Word of the week: Encantada, directly translated, “enchanted”. After you meet someone, given you have a conversation, and connect with them on a personal level, you can say this as you leave. The beauty is in its simplicity: in one word, encantada captures the sentiment of feeling grateful for having met someone. It reinforces the heartwarming aspect of Spanish culture that embraces connection and emotion. In English, the idea of enchantment is reserved for romance or fantastical scenarios. Spanish enchants itself with the simple acts of everyday life. I wonder if Taylor Swift´s iconic line /I was enchanted to meet you/ draws any inspiration from this colloquialism.

I will start by saying that this prompt was difficult for me, because I find that I relate more to the Spanish than the American lifestyle. In America, I often find myself feeling stressed and overworked, and sometimes, isolated. While this may not apply as much during the school year in a communal campus environment, I am nervous about how adulthood and working life might affect me in America. A largely car-based infrastructure and less emphasis on spending time in community are not conducive to my happiness, a hypothesis that has been proven by living in Spain. I’m currently doing the same amount of work in Spain as I do at home, and am feeling more fulfilled. I’m sure the summer weather and the excitement of exploring a new city have something to do with that. However, I don’t think I can wholly attribute my positive experience to details that don’t address culture. 

My first week in Spain, one night at the dinner table, my (working) host sister said, “Well of course you’re happier here. Americans live to work, and Spanish work to live.” While that may be an oversimplification underwritten with ethnocentricity, it’s not such a crazy idea. My host sister comes home a little after 7 every day, and goes out every other night to have a drink or dinner with friends. She travels to different cities and countries every other weekend, although wedding season might also influence this schedule. Since her job is in the city, it takes her and her coworkers a maximum of half an hour to commute with public transport. 

One of the main lifestyle differences that allows her and other Spanish young adults to maintain a fulfilling work-life balance is this- she is 24, has graduated college, and lives with her parent. She and many other young adults in Spain plan to do so until they are in a serious relationship or are married. This lifestyle choice ensures that most households are double-income households, which provides more money to be used for entertainment and “living”.

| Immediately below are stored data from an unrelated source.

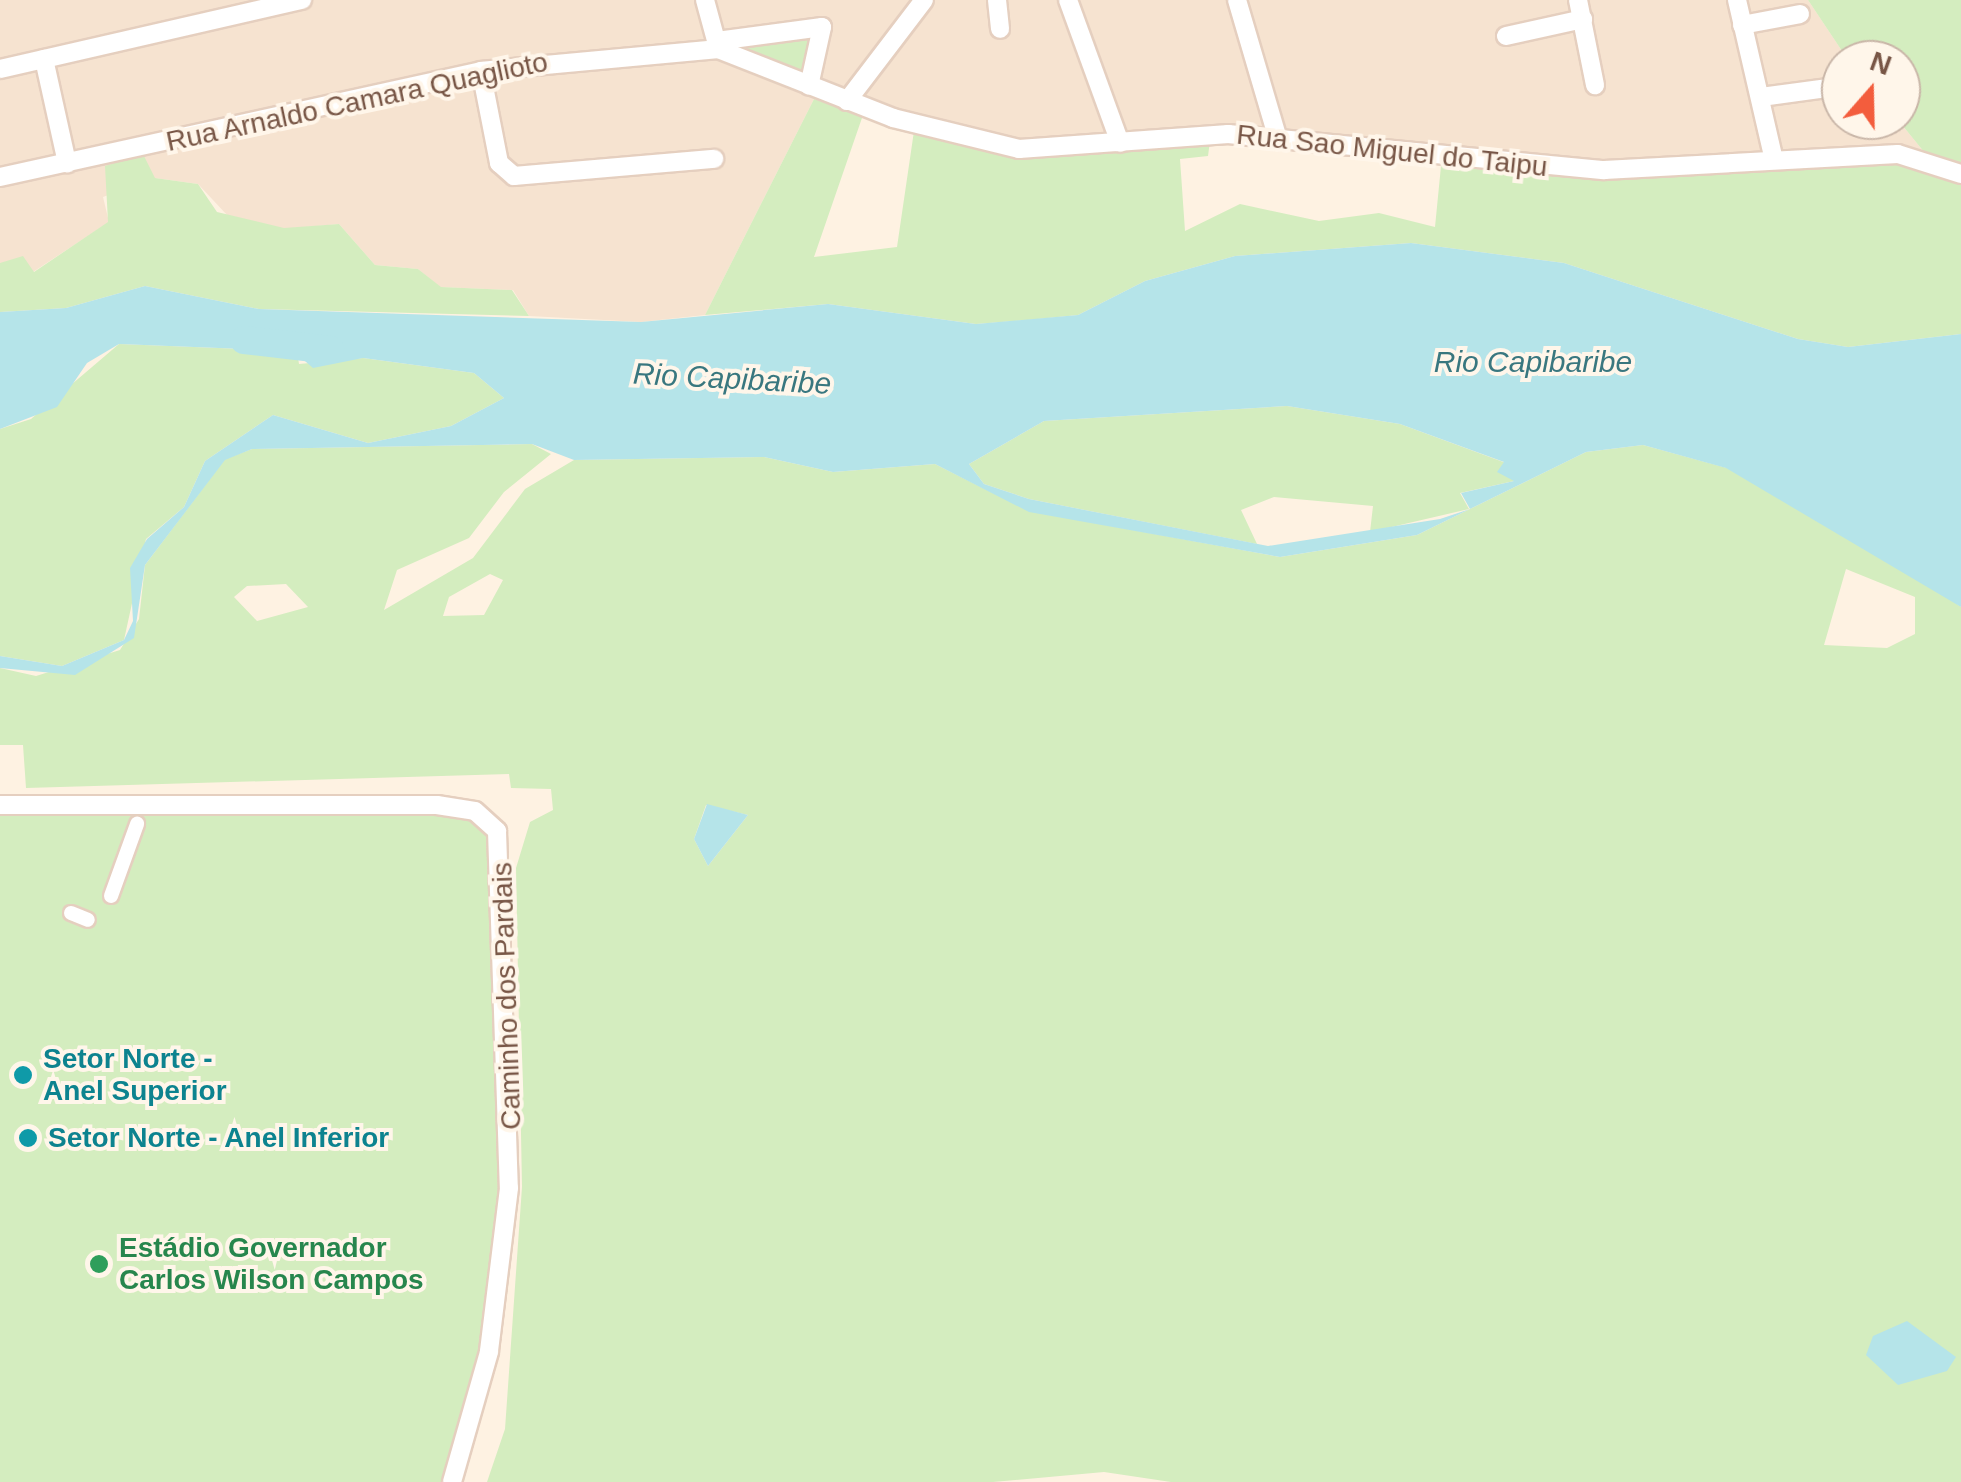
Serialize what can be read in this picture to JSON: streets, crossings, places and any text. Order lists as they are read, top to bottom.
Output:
{
  "streets": {
    "street": ["Rua Arnaldo Camara Quaglioto", "Rua Sao Miguel do Taipu", "Caminho dos Pardais"]
  },
  "crossings": [
    ["Rua Arnaldo Camara Quaglioto", "Rua Sao Miguel do Taipu"]
  ],
  "water": ["Rio Capibaribe"],
  "places": ["Setor Norte - Anel Superior", "Setor Norte - Anel Inferior", "Estádio Governador Carlos Wilson Campos"],
  "north": "top"
}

It is true that the cost of living in Spain is generally affordable, but salaries are accordingly much lower than most EU countries, and definitely those of comparable jobs in America. So, Spanish people are making a conscious choice to spend a greater percentage of their budget on entertainment.  In addition to budget, the culture leans towards lingering- over meals, in conversations, over a beer- they like to talk. The Spanish willingly sacrifice an extra hour of rest for longer periods of socialization, even during work meetings.

These customs result, evidently, in less sleep than one might get in other countries. This is my greatest point of contention. I like my sleep. If I don’t get my 8 hours, I´m a grumpy old man. I am also a less effective learner and contributor. I feel that adequate sleep could be achieved by consolidating the work day to a 9-5, or even a 10-6. This would mean, however, that meetings and lunches would need to be shorter, a cultural shift that I´m not sure the Spanish would embrace.

Or, perhaps the key is more efficient goal-setting. I have noticed a laissez-faire mentality, in the sense that supervisors tend to be less strict with deadlines, and workers are rarely compelled to stay later to finish a task they have not finished. People tend to be less disciplined and more forgiving with their work habits, maybe even attributing their lack of productivity to extraneous sources like the weather, or the fact that the supervisor wasn´t in the office that day. Although I don’t prefer an unremitting working environment, I do feel there is room for more structure in the workday. This might even give the Spanish back some beloved free time at the end of the day.